A helper library for TFX
Project description
tfx-helper
A helper library for TFX
Why?
This package contains small utilities that help in creation of TFX pipelines:
- supports running pipeline locally or on Vertex AI Pipelines (with all training, tuning and serving also happening inside Vertex AI),
- abstracts local vs cloud execution environment outside of the pipeline definition (no need for
if use_gcp:conditions inside your pipeline code - write a uniform pipeline creation code and run it on both local and cloud), - construct complex
custom_configfor TFX extension components for you (configuration of extension components is complex and not well documented - we did the research for you and are exposing a simple API), - enable GPU in training/tuning/serving with a single argument,
- enable declaring per-component resource requirements (you can now run
Evaluatorcomponent on a beefier machine if you have a large model), - use generator function syntax in pipeline definition to avoid boilerplate,
- avoid passing a hundred parameters into your pipeline definition (cloud configuration, like
service_accountis now only part of cloud-targeted runner)
How?
Install
pip install tfx-helper
Pipeline definition
- Use our helper component interface in you pipeline definition.

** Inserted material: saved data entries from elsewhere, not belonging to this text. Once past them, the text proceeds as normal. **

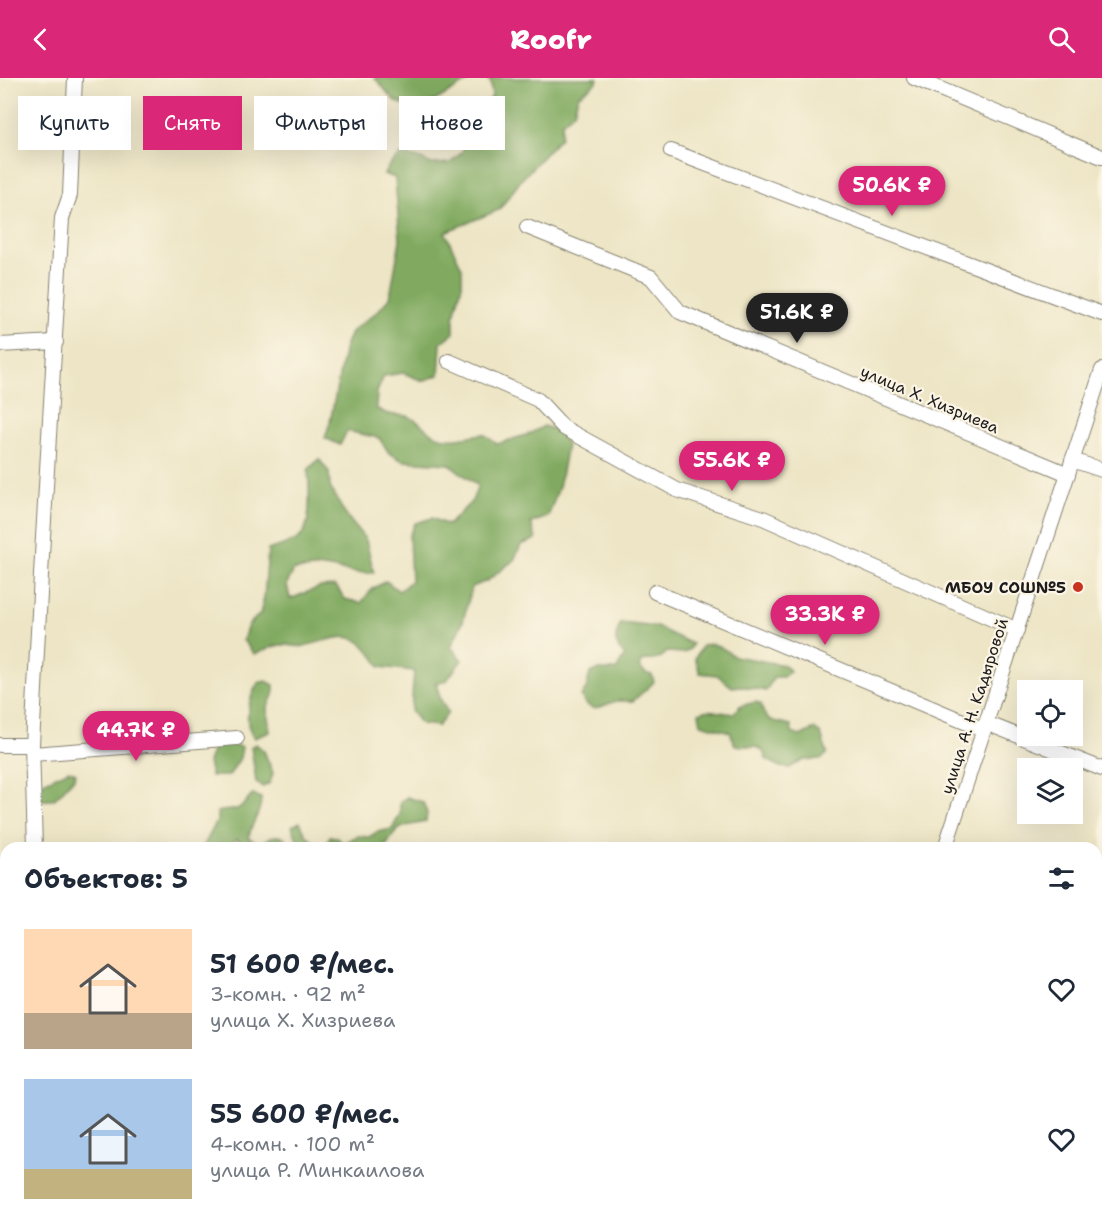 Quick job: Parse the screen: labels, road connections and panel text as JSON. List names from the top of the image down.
{
  "streets": {
    "street": ["улица Х. Хизриева", "улица А. Н. Кадыровой"]
  },
  "crossings": [
    ["улица Х. Хизриева", "улица А. Н. Кадыровой"]
  ],
  "places": ["МБОУ СОШ№5"],
  "page": {
    "header": "Roofr",
    "chip": [
      "Купить",
      "Снять",
      "Фильтры",
      "Новое"
    ],
    "price": [
      "50.6K ₽",
      "51.6K ₽",
      "55.6K ₽",
      "33.3K ₽",
      "44.7K ₽"
    ],
    "heading": "Объектов: 5",
    "list": [
      {
        "name": "51 600 ₽/мес.",
        "note": "3-комн. · 92 m² · улица Х. Хизриева"
      },
      {
        "name": "55 600 ₽/мес.",
        "note": "4-комн. · 100 m² · улица Р. Минкаилова"
      }
    ]
  }
} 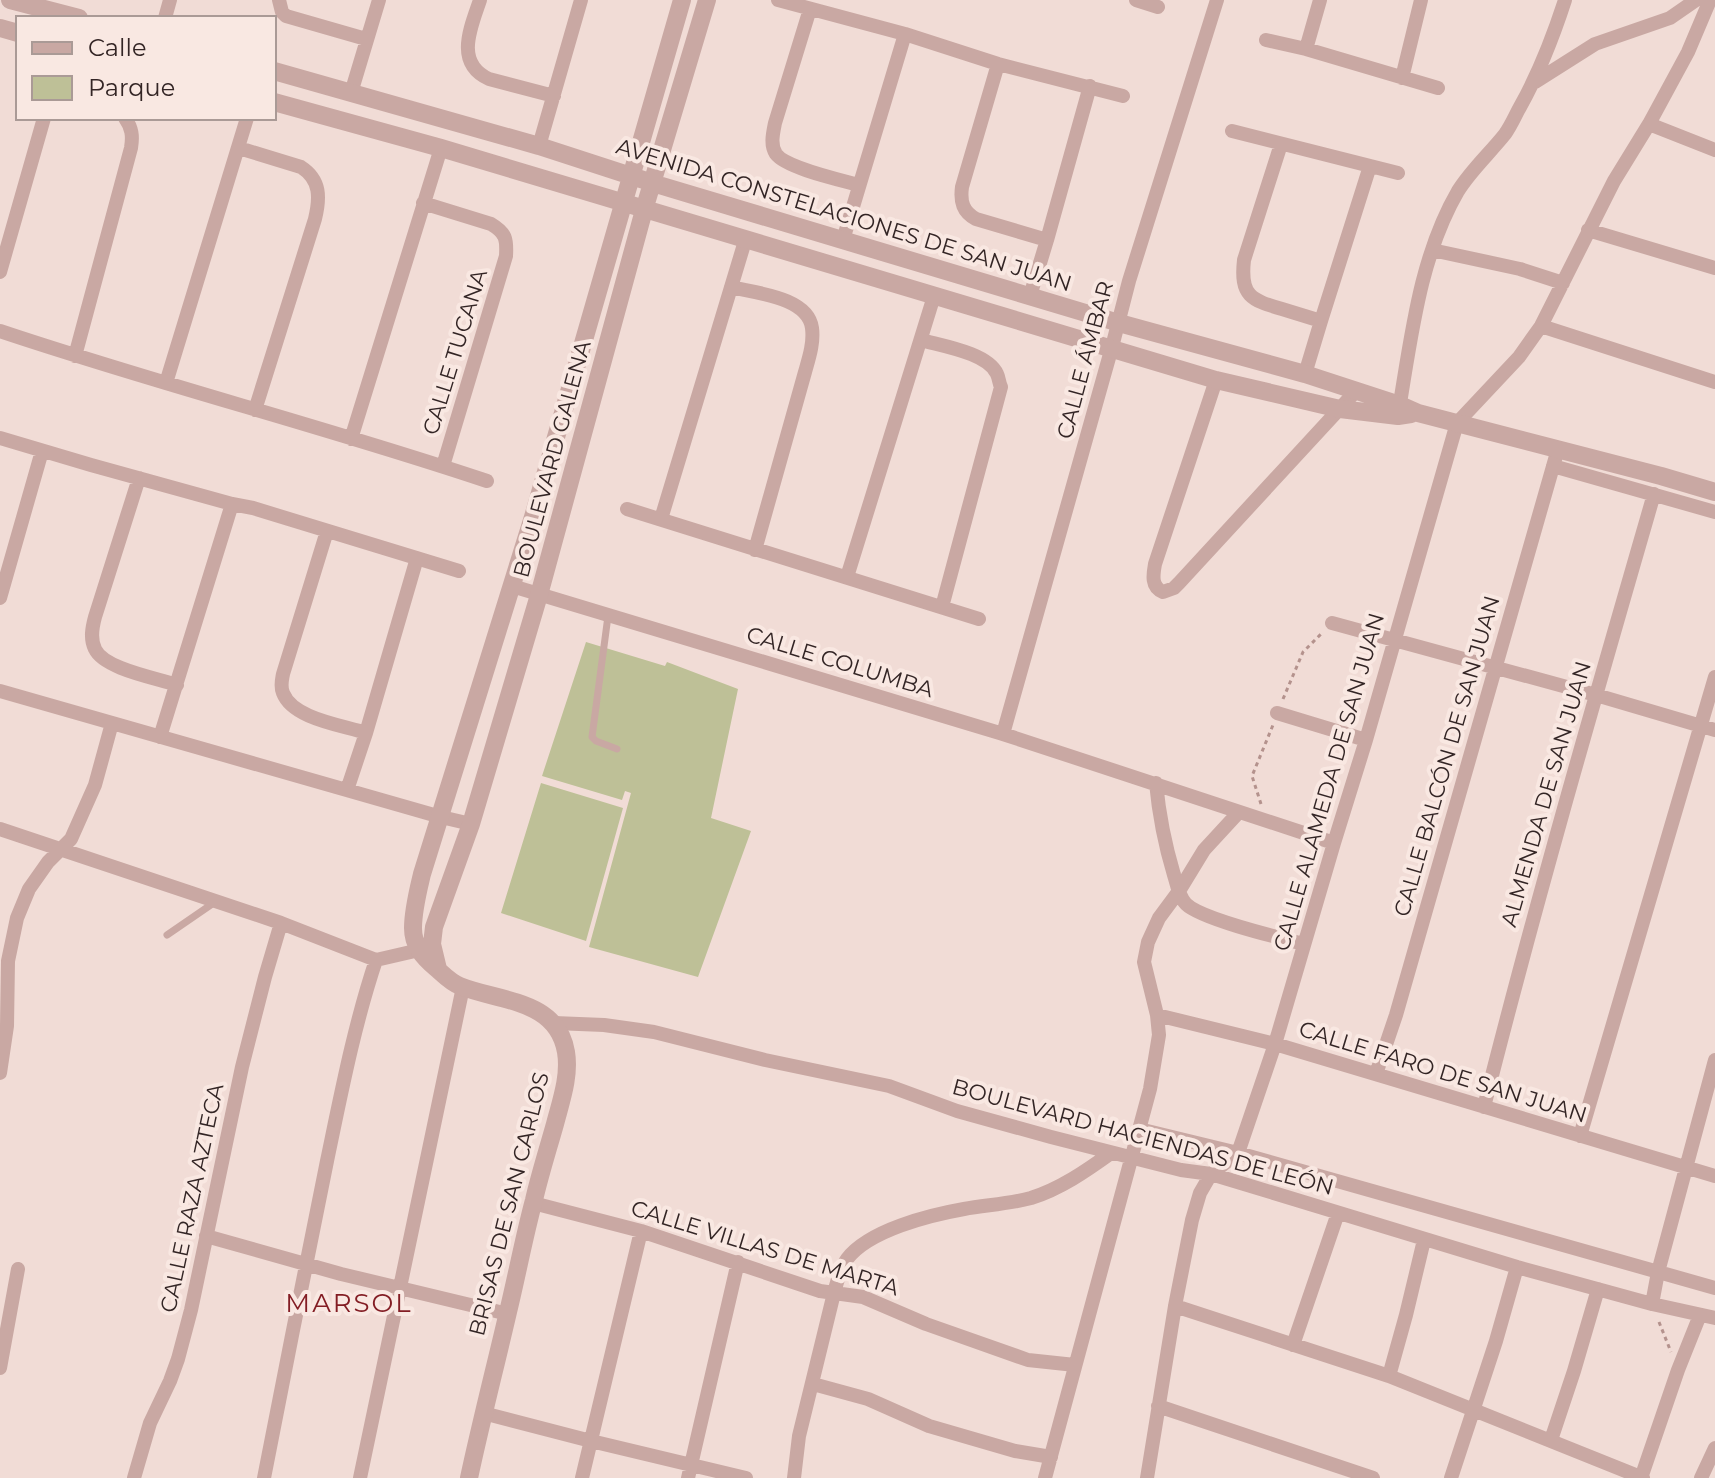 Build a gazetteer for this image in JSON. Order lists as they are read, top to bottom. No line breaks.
{"streets":{"street":["AVENIDA CONSTELACIONES DE SAN JUAN","CALLE TUCANA","CALLE ÁMBAR","BOULEVARD GALENA","CALLE COLUMBA","CALLE BALCÓN DE SAN JUAN","CALLE ALAMEDA DE SAN JUAN","ALMENDA DE SAN JUAN","CALLE FARO DE SAN JUAN","BOULEVARD HACIENDAS DE LEÓN","CALLE RAZA AZTECA","BRISAS DE SAN CARLOS","CALLE VILLAS DE MARTA"]},"crossings":[["AVENIDA CONSTELACIONES DE SAN JUAN","CALLE ÁMBAR"],["AVENIDA CONSTELACIONES DE SAN JUAN","BOULEVARD GALENA"],["CALLE ÁMBAR","CALLE COLUMBA"],["BOULEVARD GALENA","CALLE COLUMBA"],["CALLE COLUMBA","CALLE ALAMEDA DE SAN JUAN"],["CALLE BALCÓN DE SAN JUAN","CALLE FARO DE SAN JUAN"],["CALLE ALAMEDA DE SAN JUAN","CALLE FARO DE SAN JUAN"],["CALLE ALAMEDA DE SAN JUAN","BOULEVARD HACIENDAS DE LEÓN"],["ALMENDA DE SAN JUAN","CALLE FARO DE SAN JUAN"],["BOULEVARD HACIENDAS DE LEÓN","BRISAS DE SAN CARLOS"],["BRISAS DE SAN CARLOS","CALLE VILLAS DE MARTA"]],"districts":["MARSOL"],"legend":["Calle","Parque"]}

- Return a collection of components.
- For multi-version components (
Trainer,Tuner,Pusher) construction use the helper.
from tfx_helper.interface import PipelineHelperInterface
def create_pipeline(
pipeline_helper: PipelineHelperInterface, # pass in the helper as interface
*,
# all your pipeline parameters
train_epochs: int, # maximum number of training epochs in trainer
... # other parameters
) -> Iterable[BaseComponent]: # return a collection of components
...
# create `Transform` in the usual way
transform = tfx.components.Transform(
examples=example_gen.outputs["examples"],
schema=schema_gen.outputs["schema"],
preprocessing_fn="models.preprocessing.preprocessing_fn",
splits_config=tfx.proto.SplitsConfig(
analyze=["train", "valid"],
transform=["train", "valid", "eval"],
),
)
yield transform
...
# use the helper to create a `Trainer` in a uniform way
trainer = pipeline_helper.construct_trainer(
run_fn="models.model.run_fn",
examples=transform.outputs["transformed_examples"],
transform_graph=transform.outputs["transform_graph"],
schema=schema_gen.outputs["schema"],
hyperparameters=hparams,
train_args=tfx.proto.TrainArgs(splits=["train"]),
eval_args=tfx.proto.EvalArgs(splits=["valid"]),
# custom parameters to the training callback
custom_config={"epochs": train_epochs, "patience": train_patience},
)
yield trainer
...
Pipeline local runner
Create a pipeline runner that will take your uniform pipeline definition and materialize
it for running locally (through DirectRunner):
from tfx_helper.local import LocalPipelineHelper
def run() -> None:
"""Create and run a pipeline locally."""
input_dir = ...
output_dir = ...
serving_model_dir = ...
# Create pipeline helper instance of local flavour.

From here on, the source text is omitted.